We go behind the scenes at the victualling, naval and ordnance stores, visit The Roads Anchorage then get down to the nitty gritty of life for the seaman, the sick and the wounded and the prisoners-of-war.
The exploits of the “ordinary” men of the sea and those who commanded them, such as Lord Nelson and many others, lesser known, who deserved to be remembered are told so well.
In 1801 the town’s population was given as 14,845, not including men at sea or those with the military. Ten years later it had risen to almost 18,000 and it is likely that during the wars it increased by some 6,000. It boosted the local economy.
While the people benefitted from the spending power of the navy there was a price to pay. Alcohol-fuelled, what today would be described as, anti-social behaviour.
Men of the sea have always enjoyed a drink or three and some of the worst offenders were the Russian soldiers who went as far as drinking the oil from street lamps.
And seaman often decided to hide away in the town rather than be pressed into the navy.
“On balance, though, the presence of the navy was a good thing for Yarmouth and most of the townsfolk were poorer for its departure,” says David..
By the end of 1814 the naval support base had been dismantled.
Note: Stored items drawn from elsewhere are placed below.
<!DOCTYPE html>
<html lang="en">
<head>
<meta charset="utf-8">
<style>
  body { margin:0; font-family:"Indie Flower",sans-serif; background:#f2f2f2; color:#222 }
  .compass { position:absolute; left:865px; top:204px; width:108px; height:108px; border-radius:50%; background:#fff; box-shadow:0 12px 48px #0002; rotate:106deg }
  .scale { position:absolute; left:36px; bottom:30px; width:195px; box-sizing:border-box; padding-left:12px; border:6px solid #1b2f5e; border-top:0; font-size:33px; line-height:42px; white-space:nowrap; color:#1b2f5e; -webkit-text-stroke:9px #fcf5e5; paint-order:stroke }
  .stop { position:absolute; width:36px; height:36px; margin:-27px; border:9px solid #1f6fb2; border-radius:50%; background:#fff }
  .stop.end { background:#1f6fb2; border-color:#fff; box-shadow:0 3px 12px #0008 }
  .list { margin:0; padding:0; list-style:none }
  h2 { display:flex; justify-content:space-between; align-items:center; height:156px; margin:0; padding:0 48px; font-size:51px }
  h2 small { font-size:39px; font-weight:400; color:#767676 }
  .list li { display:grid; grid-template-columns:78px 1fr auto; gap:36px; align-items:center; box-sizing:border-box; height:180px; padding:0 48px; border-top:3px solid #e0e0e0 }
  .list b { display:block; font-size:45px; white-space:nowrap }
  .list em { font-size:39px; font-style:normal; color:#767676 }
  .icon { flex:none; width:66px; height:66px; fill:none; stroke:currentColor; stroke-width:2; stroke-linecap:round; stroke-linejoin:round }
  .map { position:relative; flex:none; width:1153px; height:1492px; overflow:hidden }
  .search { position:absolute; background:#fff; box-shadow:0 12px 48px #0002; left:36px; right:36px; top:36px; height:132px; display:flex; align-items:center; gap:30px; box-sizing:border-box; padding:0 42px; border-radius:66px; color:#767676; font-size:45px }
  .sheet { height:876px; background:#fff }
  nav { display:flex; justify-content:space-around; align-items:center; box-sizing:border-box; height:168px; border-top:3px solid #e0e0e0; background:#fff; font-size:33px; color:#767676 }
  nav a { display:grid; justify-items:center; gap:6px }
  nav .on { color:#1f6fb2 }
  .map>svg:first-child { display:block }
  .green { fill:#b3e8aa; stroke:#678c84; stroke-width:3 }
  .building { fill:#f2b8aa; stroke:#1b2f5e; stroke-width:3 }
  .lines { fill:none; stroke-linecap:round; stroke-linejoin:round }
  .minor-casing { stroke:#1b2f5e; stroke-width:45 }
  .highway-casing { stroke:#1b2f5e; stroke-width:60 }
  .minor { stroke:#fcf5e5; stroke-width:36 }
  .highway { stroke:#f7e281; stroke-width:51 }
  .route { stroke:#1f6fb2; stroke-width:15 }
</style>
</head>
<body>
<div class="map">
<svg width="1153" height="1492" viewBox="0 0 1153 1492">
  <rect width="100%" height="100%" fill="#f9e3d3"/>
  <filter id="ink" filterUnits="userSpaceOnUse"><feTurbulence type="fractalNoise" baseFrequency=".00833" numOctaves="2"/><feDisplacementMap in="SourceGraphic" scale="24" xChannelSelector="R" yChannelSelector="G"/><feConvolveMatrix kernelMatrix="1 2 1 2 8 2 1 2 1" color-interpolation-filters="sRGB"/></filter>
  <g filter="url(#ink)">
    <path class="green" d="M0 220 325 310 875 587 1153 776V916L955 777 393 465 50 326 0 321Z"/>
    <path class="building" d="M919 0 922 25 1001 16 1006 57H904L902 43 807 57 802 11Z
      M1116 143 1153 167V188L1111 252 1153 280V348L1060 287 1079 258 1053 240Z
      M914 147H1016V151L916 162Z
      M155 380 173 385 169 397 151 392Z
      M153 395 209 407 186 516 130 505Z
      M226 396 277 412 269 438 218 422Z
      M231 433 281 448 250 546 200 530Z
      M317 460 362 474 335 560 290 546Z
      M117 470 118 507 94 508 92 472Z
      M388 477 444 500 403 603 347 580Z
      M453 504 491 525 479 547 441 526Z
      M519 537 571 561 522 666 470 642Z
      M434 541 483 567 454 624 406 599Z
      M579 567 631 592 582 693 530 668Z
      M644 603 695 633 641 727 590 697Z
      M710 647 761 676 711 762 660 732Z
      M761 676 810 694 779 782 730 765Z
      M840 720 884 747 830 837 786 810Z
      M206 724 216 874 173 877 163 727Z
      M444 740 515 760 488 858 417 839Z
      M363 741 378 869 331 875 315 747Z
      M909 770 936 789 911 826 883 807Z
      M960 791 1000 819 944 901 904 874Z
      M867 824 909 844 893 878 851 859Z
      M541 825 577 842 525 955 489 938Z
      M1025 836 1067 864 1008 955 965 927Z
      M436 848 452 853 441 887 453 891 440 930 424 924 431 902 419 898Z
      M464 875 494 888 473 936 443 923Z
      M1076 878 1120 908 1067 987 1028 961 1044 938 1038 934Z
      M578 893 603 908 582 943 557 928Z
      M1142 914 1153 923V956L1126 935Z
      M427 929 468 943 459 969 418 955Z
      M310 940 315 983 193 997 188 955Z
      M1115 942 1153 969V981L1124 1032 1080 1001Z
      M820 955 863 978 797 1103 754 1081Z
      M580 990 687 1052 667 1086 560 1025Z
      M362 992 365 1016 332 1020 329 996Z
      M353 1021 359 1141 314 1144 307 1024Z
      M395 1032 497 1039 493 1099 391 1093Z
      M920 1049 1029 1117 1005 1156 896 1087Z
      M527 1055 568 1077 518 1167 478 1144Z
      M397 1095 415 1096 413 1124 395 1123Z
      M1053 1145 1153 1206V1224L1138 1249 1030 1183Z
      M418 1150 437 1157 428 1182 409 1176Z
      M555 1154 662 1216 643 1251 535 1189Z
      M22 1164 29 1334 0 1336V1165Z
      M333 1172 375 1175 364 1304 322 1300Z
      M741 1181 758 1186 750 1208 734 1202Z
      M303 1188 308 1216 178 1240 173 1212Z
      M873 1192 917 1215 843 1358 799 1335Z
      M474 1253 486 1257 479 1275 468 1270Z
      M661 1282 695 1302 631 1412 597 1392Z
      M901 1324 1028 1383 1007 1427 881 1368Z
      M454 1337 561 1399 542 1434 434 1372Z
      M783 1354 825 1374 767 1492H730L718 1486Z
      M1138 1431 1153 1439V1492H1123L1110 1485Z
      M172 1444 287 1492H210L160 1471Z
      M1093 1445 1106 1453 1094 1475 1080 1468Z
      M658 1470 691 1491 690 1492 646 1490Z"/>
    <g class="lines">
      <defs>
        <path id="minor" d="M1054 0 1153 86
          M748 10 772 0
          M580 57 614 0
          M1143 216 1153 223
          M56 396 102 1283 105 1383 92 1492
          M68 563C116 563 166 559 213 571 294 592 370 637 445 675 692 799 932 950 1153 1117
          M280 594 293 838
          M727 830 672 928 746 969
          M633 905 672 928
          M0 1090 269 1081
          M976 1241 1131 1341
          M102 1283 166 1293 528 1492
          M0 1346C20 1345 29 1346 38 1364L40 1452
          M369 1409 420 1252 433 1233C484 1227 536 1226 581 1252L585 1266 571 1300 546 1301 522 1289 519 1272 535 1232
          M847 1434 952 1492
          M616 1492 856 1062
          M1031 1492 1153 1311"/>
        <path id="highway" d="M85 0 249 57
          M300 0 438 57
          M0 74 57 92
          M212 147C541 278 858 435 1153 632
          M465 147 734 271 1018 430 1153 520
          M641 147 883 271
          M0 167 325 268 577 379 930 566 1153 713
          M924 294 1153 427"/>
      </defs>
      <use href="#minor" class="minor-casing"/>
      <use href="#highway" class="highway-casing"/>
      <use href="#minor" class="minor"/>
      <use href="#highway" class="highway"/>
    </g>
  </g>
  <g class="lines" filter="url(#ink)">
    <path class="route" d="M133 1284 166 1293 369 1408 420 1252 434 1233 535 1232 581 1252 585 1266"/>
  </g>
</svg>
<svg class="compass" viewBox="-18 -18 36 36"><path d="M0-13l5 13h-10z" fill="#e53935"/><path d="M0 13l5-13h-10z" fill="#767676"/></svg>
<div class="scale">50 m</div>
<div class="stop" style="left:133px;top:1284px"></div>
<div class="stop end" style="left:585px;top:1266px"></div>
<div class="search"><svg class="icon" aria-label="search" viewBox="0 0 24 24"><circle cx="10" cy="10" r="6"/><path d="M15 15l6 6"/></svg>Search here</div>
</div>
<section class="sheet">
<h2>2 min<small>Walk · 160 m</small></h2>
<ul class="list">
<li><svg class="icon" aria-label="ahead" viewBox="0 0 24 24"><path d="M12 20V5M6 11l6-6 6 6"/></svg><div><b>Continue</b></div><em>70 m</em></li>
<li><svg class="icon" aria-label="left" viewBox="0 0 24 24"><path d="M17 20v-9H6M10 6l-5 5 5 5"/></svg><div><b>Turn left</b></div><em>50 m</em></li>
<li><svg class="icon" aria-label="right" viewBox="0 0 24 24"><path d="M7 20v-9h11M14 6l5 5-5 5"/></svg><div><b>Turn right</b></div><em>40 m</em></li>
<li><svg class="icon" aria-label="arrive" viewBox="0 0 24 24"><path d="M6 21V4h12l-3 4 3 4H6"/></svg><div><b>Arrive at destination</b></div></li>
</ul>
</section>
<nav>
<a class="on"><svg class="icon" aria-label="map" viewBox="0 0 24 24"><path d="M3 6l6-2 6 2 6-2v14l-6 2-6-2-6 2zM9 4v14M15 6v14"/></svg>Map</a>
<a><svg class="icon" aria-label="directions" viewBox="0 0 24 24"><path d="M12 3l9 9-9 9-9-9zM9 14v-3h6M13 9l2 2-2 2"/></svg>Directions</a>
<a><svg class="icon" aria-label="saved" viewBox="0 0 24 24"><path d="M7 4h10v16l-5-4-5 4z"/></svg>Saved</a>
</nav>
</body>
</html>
It had fulfilled its main purpose of sustaining warships operating in the North Sea and the Baltic.
So, what is left in Yarmouth to remind us of these times?
The timeless anchorage remains, but where the billowing sails of wooden walled warships could once be seen there now turns sails of a very different character, those attached to the 30 electricity generating turbines of an offshore wind farm.
The Jetty which for centuries symbolised the town’s relationship with the sea was demolished in 2012. Its existence is marked by an interpretation panel and three of its old piles as seen in a flower bed, placed there by Great Yarmouth in Bloom.
Then there is the Norfolk Pillar on Monument Road close to the seafront. Erected in 1819 to commemorate the victories of Norfolk’s most famous son Lord Nelson.
There are a few other reminders of those days, such as a cannon barrel on South Quay, but the most significant survivor is the former Royal Naval Hospital which had had several lives after the Waterloo wounded departed.
Eventually a planning brief was prepared by the Borough Council, the complex was bought by Historic Buildings Rescue and under the guidance of architect Kit Martin was converted into apartments, town-houses and cottages, the first occupied in 1996.
“It now stands as a fitting memorial to the time when Yarmouth played an important part in the defence of the realm,” says David.